_To do_: Below are entries. Pull out all lines containing "list".

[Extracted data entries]
========================

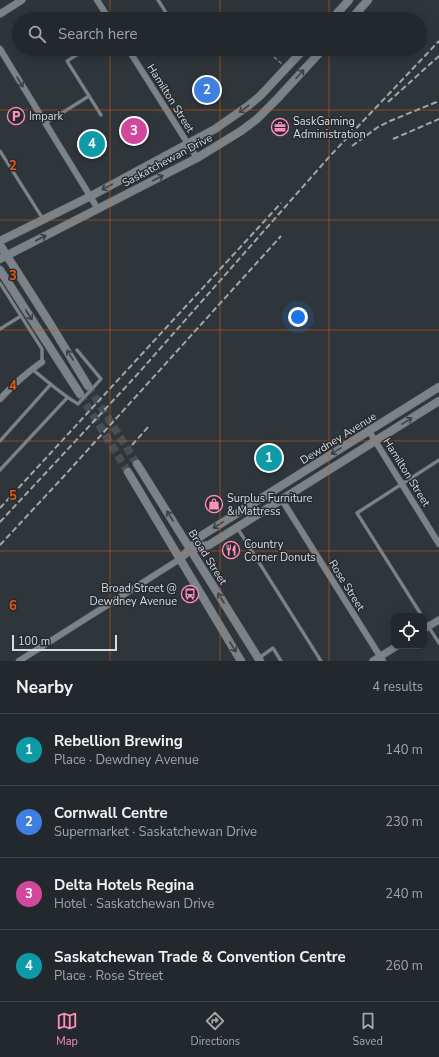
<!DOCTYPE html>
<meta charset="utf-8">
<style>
:root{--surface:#23282c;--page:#2b3034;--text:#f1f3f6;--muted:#a3a6a9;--line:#404448;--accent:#ff8eb9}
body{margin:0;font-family:"Nunito Sans",sans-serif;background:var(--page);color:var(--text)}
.controls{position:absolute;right:12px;bottom:12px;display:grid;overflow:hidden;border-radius:8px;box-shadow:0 2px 10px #0003}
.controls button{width:36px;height:36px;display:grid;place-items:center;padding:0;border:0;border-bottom:1px solid var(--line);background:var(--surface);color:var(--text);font:20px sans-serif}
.scale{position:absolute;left:12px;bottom:10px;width:105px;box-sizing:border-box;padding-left:4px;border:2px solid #d8dcdf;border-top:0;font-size:11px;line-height:14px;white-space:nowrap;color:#d8dcdf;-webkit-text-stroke:3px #252b31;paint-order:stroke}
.you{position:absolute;left:298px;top:317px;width:14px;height:14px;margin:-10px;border:3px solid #fff;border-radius:50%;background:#1a73e8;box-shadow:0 0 0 6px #1a73e833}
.badge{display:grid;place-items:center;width:26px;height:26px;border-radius:50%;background:var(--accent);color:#fff;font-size:13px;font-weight:700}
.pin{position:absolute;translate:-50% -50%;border:2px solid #fff;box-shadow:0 1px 4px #0006}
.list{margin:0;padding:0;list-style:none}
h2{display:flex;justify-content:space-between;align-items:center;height:52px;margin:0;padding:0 16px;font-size:17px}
h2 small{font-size:13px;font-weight:400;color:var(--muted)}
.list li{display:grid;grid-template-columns:26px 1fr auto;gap:12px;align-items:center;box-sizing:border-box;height:72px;padding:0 16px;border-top:1px solid var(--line)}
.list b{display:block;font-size:15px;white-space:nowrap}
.list p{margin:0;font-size:13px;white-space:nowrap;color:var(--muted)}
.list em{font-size:13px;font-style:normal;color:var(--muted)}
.icon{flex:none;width:22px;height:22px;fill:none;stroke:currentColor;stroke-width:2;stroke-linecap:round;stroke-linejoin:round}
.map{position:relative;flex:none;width:439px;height:661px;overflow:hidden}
.search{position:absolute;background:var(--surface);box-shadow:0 2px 10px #0003;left:12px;right:12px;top:12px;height:44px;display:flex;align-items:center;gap:10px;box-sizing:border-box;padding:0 14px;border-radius:22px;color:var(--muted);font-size:15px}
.sheet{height:340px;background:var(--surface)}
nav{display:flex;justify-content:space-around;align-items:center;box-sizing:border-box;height:56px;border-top:1px solid var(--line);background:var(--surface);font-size:11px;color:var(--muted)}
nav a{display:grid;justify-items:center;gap:2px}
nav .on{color:var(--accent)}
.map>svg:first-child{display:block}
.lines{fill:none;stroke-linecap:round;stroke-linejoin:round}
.secondary-tunnel{stroke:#484f54;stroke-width:8;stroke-dasharray:8 4;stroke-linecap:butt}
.service-casing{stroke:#4d5257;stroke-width:4}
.minor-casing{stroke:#4d5257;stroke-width:7}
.tertiary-casing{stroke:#4d5257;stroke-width:8}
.secondary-casing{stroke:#4d5257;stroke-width:9}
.path{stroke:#7e8488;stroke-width:1.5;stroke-dasharray:4 2;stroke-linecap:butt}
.service{stroke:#7b8389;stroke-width:3}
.minor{stroke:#7b8389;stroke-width:6}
.tertiary{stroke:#7b8389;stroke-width:7}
.secondary{stroke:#7b8389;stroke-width:8}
.rail{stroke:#a2a7ab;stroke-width:2;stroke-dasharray:6 3;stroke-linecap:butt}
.oneway{stroke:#3a4147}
.grid{fill:none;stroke:#e8590c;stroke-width:1;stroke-opacity:0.55}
.labels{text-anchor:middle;stroke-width:3;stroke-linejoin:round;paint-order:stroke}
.street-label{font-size:11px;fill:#d8dcdf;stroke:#252b31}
.poi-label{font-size:11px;fill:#d8dcdf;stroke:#252b31;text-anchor:start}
.grid-label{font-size:13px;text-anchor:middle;font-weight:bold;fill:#e8590c;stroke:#252b31;stroke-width:3;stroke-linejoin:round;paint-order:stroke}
</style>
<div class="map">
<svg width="439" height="661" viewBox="0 0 439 661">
<rect width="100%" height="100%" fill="#2f363b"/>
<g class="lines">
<g class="secondary-tunnel">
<polyline points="88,386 137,464"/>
<polyline points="80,394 128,472"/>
</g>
<g class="service-casing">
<g id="service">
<polyline points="158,0 170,19"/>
<polyline points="86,49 67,61 101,115"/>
<polyline points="46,123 89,96"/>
<polyline points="0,151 43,219"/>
<polyline points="0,283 42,349 42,362"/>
<polyline points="0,329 21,316"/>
<path d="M32 369C47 381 61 394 78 404L101 379 77 350"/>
<polyline points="0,441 51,384"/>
<polyline points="0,470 67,398"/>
<polyline points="238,529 321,661"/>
<polyline points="422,616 357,513 439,460"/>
<polyline points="424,620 439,643"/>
<polyline points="259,658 273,648 281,661"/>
</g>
</g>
<g class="minor-casing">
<g id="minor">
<polyline points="97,0 109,19"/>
<polyline points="0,49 98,209"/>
<polyline points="128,49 197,158"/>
<path d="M0 399C13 385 26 373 42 362"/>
<polyline points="369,431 439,544"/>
<polyline points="282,500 383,661"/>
<polyline points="19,661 180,559"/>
</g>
</g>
<g class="tertiary-casing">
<g id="tertiary">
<polyline points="0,14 22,0"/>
<polyline points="424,629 439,620"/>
<polyline points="373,661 397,646"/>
</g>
</g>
<g class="secondary-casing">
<g id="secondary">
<polyline points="332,19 349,0"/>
<polyline points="351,19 368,0"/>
<polyline points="0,241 91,196 215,129 248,106 260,96 304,49"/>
<polyline points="0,245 51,325 88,386"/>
<polyline points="0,259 197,158 241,131 257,119 277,99 323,49"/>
<polyline points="0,270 80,394"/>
<polyline points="137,464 260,661"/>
<polyline points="128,472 180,559 241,661"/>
<polyline points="190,549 209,545 439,401"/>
<polyline points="180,559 190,549 201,536 439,387"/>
</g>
</g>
<polyline class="path" points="265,49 282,64"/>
<use href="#service" class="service"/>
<use href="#minor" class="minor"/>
<use href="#tertiary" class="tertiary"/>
<use href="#secondary" class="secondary"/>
<g class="rail">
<polyline points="388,102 439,56"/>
<polyline points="393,139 439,119"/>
<polyline points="352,146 378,127 390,121 439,101"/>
<polyline points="132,445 149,426"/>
<polyline points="0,508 281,203"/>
<polyline points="0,522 135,377 330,156 439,41"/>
<polyline points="0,545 65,475 281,236"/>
</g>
</g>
<defs><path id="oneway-shaft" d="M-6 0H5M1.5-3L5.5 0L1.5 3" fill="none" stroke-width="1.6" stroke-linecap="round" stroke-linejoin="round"/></defs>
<g class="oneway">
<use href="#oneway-shaft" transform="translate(300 74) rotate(-48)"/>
<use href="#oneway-shaft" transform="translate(20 82) rotate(59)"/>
<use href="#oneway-shaft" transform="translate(244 109) rotate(143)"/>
<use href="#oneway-shaft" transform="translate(158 178) rotate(-27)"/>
<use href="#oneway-shaft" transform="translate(107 187) rotate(152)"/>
<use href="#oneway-shaft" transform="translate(41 238) rotate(-27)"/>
<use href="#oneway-shaft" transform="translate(29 315) rotate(57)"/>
<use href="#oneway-shaft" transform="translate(70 355) rotate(-122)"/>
<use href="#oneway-shaft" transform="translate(407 421) rotate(-32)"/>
<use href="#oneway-shaft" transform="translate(336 451) rotate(148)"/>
<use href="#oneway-shaft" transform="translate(170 516) rotate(-122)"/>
<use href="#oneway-shaft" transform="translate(218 525) rotate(148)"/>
<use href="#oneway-shaft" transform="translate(221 598) rotate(-122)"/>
<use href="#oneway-shaft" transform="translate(233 647) rotate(58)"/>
</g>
<path class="grid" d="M110 0V19M220 0V19M329 0V19M110 49V661M220 49V661M329 49V661M0 110H439M0 220H439M0 330H439M0 441H439M0 551H439"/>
<defs>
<g id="parking-ring" transform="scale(0.9)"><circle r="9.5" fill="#252b31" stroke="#ff8eb9" stroke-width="1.5"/><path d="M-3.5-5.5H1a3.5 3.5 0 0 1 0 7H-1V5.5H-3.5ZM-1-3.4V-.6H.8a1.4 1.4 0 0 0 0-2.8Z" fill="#ff8eb9"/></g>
<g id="office-ring" transform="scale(0.9)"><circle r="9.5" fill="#252b31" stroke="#ff8eb9" stroke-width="1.5"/><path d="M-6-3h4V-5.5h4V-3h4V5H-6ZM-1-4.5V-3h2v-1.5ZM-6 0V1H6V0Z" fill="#ff8eb9"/></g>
<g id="shop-ring" transform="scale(0.9)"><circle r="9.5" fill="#252b31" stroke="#ff8eb9" stroke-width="1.5"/><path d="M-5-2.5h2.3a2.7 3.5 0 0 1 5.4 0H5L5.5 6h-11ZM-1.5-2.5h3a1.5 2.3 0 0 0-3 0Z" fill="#ff8eb9"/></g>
<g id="restaurant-ring" transform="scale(0.9)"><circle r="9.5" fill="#252b31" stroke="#ff8eb9" stroke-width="1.5"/><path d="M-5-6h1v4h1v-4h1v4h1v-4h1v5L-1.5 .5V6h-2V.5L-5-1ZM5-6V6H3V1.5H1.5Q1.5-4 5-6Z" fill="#ff8eb9"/></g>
<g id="bus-ring" transform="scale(0.9)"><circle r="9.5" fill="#252b31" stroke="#ff8eb9" stroke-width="1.5"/><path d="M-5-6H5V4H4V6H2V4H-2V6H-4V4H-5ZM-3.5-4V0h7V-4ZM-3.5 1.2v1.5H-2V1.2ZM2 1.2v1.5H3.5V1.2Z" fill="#ff8eb9"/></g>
</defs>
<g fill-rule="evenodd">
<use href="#parking-ring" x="16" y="116"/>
<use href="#office-ring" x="280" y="127"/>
<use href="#shop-ring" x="214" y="504"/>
<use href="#restaurant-ring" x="231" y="550"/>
<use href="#bus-ring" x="190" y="594"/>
</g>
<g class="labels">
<g class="street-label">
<text transform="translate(171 98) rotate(58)" y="4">Hamilton Street</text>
<text transform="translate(167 160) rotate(-28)" y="4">Saskatchewan Drive</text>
<text transform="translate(338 438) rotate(-32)" y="4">Dewdney Avenue</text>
<text transform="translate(407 472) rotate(58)" y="4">Hamilton Street</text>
<text transform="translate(208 557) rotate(58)" y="4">Broad Street</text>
<text transform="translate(347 585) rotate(58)" y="4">Rose Street</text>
</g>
<g class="poi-label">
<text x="29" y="120">Impark</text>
<text x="293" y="125">SaskGaming<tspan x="293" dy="13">Administration</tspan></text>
<text x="227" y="502">Surplus Furniture<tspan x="227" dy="13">&amp; Mattress</tspan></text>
<text x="244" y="548">Country<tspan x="244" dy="13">Corner Donuts</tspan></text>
<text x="177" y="592" text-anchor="end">Broad Street @<tspan x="177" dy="13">Dewdney Avenue</tspan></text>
</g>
</g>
<g class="grid-label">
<text x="13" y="170">2</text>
<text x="13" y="280">3</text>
<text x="13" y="390">4</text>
<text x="13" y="500">5</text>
<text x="13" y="610">6</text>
</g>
</svg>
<div class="controls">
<button><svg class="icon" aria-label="locate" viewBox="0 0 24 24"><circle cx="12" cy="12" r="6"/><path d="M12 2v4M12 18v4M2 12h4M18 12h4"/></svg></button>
</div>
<div class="scale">100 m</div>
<div class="you"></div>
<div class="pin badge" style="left:269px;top:458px;background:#0f9aa8">1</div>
<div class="pin badge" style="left:207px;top:90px;background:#3f7fe0">2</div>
<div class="pin badge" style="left:134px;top:131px;background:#d1479c">3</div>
<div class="pin badge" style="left:92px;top:144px;background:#0f9aa8">4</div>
<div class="search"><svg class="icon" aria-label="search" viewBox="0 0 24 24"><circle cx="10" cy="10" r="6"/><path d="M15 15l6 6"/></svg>Search here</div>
</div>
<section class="sheet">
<h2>Nearby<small>4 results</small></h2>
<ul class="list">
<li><span class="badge" style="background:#0f9aa8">1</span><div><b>Rebellion Brewing</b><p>Place · Dewdney Avenue</p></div><em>140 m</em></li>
<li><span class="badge" style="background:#3f7fe0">2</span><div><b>Cornwall Centre</b><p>Supermarket · Saskatchewan Drive</p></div><em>230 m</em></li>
<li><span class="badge" style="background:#d1479c">3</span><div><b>Delta Hotels Regina</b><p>Hotel · Saskatchewan Drive</p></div><em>240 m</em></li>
<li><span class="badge" style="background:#0f9aa8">4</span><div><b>Saskatchewan Trade &amp; Convention Centre</b><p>Place · Rose Street</p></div><em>260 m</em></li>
</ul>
</section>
<nav>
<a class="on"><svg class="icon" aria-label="map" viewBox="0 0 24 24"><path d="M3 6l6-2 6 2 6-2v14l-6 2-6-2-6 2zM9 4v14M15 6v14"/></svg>Map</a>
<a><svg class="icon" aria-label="directions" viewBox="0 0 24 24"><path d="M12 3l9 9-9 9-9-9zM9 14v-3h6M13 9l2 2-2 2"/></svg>Directions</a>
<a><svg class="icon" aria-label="saved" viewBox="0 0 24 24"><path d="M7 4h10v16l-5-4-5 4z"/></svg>Saved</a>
</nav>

========================

_Result of the exercise_:
.list{margin:0;padding:0;list-style:none}
.list li{display:grid;grid-template-columns:26px 1fr auto;gap:12px;align-items:center;box-sizing:border-box;height:72px;padding:0 16px;border-top:1px solid var(--line)}
.list b{display:block;font-size:15px;white-space:nowrap}
.list p{margin:0;font-size:13px;white-space:nowrap;color:var(--muted)}
.list em{font-size:13px;font-style:normal;color:var(--muted)}
<ul class="list">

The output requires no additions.